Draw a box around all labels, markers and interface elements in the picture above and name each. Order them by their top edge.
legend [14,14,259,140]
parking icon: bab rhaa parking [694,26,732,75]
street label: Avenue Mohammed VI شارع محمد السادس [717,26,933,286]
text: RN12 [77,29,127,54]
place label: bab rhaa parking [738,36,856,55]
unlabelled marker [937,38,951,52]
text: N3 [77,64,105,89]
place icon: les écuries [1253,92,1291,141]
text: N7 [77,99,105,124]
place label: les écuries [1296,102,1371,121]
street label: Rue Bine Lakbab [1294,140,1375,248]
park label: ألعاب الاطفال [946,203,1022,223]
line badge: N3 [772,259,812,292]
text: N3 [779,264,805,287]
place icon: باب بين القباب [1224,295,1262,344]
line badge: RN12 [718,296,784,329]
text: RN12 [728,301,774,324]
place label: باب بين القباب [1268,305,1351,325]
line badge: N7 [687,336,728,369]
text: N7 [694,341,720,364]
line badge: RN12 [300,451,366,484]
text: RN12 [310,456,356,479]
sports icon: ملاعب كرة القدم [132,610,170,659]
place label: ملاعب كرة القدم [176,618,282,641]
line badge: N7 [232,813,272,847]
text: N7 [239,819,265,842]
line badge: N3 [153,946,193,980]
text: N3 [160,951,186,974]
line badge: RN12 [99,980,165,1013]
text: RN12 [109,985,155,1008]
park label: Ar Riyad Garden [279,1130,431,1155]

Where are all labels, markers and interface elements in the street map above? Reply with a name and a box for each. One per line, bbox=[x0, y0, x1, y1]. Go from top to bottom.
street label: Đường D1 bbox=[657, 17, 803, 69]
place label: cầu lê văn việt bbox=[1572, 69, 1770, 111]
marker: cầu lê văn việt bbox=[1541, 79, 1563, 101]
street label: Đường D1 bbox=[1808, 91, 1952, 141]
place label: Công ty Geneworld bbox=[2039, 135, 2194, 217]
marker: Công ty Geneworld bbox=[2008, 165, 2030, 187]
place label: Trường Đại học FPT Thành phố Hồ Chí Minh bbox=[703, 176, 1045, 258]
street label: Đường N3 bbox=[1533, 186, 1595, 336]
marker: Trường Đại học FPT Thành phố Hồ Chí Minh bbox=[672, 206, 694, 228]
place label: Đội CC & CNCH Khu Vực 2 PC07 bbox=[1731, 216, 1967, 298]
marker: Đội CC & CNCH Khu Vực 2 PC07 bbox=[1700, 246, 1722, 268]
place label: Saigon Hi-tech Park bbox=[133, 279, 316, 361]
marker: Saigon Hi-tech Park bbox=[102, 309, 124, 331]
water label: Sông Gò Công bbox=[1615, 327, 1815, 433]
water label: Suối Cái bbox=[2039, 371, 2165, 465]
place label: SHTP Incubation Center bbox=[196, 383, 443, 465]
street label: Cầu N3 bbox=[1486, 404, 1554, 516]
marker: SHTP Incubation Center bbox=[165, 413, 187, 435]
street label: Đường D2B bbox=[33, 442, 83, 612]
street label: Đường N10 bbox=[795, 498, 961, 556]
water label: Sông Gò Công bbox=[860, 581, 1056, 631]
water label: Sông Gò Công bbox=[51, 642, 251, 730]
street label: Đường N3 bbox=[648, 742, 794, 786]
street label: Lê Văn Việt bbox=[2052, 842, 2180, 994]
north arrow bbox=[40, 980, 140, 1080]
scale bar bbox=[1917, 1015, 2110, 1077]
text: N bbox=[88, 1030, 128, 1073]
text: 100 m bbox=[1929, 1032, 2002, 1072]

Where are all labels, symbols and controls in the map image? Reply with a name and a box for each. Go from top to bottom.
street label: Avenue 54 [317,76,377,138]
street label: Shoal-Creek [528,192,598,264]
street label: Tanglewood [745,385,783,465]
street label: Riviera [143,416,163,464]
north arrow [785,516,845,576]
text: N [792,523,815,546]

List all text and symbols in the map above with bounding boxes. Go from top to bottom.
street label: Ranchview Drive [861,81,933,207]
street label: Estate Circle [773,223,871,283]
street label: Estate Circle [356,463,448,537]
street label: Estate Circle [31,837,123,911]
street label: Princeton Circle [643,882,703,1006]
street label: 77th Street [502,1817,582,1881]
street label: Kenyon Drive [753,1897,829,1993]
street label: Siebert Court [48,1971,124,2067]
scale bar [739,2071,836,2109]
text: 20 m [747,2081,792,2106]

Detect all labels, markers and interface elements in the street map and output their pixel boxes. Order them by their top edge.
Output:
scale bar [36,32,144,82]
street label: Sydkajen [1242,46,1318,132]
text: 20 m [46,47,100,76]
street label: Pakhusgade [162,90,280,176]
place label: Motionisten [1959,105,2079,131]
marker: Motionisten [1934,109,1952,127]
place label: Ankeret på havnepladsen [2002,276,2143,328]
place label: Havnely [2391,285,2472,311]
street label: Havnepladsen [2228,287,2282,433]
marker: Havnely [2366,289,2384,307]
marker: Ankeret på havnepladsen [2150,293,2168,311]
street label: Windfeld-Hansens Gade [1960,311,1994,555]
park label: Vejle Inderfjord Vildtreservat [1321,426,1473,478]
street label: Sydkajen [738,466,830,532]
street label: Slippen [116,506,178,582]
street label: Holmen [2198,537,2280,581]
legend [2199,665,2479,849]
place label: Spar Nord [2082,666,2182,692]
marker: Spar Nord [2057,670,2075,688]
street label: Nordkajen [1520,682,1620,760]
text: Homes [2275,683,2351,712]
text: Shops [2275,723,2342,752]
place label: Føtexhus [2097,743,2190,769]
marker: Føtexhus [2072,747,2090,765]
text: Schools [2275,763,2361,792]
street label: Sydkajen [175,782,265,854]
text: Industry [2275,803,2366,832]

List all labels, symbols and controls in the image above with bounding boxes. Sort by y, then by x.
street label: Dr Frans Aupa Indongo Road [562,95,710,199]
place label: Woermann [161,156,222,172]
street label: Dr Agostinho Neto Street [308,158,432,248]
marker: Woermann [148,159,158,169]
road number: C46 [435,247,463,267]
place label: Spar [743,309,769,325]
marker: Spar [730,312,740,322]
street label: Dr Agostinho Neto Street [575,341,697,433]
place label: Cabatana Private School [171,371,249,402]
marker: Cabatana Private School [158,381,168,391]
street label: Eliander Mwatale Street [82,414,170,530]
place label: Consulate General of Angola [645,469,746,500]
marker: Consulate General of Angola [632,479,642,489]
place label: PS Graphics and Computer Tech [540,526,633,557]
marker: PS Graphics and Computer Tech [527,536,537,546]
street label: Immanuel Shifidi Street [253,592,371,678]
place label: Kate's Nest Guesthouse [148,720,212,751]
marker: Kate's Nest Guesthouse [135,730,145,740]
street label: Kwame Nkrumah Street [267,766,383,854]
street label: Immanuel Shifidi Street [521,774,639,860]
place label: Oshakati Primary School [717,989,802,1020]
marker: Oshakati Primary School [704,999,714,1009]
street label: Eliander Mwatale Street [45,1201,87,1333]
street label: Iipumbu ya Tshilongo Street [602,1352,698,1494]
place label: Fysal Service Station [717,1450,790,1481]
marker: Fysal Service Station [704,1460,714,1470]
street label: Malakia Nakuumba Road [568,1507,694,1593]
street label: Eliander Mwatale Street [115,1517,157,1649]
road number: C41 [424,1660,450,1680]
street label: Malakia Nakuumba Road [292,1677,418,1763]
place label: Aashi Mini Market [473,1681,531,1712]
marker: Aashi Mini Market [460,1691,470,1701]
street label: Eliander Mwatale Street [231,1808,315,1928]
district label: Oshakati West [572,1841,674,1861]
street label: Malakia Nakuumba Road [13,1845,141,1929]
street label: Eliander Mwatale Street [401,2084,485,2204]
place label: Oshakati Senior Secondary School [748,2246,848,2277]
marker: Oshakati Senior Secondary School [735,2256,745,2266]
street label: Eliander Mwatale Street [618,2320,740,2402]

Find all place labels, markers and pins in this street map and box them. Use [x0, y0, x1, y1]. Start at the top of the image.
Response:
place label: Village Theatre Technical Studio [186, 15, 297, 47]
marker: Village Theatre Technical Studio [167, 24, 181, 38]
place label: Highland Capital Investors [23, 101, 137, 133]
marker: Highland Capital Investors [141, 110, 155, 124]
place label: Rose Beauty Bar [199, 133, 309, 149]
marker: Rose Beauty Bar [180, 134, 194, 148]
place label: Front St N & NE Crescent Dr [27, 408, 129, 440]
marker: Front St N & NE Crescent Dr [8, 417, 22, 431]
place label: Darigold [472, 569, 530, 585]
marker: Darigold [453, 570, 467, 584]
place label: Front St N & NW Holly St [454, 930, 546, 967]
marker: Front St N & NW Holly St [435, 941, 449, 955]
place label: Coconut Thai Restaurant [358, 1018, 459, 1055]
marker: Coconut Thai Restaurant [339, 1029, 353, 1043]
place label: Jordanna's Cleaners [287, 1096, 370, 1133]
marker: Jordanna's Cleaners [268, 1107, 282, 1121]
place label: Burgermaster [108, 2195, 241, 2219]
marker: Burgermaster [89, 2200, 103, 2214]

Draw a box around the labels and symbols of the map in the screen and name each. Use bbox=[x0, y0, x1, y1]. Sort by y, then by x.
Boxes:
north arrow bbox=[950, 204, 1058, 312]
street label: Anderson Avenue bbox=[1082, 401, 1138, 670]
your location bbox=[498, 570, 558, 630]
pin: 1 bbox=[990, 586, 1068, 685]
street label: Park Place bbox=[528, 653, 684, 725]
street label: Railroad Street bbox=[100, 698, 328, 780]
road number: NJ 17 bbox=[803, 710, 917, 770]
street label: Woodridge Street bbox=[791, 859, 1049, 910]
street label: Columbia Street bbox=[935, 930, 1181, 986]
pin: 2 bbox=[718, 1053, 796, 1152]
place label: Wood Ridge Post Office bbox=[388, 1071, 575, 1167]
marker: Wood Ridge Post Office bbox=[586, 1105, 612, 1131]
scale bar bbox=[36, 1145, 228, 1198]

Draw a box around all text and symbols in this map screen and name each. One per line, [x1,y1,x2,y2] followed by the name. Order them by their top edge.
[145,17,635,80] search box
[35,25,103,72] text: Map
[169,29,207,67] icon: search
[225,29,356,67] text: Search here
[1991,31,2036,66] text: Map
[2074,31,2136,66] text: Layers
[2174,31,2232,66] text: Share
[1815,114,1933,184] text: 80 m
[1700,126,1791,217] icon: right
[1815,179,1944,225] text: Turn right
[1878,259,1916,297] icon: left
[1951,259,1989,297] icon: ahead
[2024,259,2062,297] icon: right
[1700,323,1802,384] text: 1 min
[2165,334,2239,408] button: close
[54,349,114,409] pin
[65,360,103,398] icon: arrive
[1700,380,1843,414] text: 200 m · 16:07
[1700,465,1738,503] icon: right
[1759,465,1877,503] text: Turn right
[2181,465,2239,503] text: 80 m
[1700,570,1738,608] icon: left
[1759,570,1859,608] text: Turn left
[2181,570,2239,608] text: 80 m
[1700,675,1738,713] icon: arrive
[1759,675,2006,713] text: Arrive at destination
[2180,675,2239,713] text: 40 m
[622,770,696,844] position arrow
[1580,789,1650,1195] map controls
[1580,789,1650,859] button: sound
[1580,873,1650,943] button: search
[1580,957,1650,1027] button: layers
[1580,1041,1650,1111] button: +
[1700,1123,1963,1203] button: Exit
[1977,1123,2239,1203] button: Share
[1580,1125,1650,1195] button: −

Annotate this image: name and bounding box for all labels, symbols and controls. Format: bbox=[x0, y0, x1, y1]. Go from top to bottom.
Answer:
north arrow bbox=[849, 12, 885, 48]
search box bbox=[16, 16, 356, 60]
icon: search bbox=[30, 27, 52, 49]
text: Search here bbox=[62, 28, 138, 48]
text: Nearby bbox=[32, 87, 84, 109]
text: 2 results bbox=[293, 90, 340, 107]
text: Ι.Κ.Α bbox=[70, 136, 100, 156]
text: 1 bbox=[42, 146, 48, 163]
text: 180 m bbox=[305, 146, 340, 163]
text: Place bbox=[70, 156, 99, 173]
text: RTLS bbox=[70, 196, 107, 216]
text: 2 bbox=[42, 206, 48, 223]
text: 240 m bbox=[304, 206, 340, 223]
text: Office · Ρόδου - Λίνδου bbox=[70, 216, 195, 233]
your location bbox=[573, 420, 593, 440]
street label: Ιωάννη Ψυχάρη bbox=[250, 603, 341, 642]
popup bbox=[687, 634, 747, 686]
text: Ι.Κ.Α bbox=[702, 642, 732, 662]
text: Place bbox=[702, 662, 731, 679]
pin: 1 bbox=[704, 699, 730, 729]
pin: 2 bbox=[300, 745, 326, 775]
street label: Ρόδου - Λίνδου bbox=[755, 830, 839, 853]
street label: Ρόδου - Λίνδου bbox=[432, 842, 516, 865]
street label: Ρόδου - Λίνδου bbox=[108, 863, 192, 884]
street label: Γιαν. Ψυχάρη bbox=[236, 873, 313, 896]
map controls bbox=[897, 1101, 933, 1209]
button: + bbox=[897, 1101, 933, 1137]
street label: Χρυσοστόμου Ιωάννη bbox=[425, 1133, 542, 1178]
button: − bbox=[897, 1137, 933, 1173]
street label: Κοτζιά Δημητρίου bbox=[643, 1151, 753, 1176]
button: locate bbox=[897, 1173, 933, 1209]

-- -- --

- [WHAT THIS TASK INVOLVES]:
Going through the data above, count each line that contains "your" and give only that figure.

- [ANSWER SPACE]:
2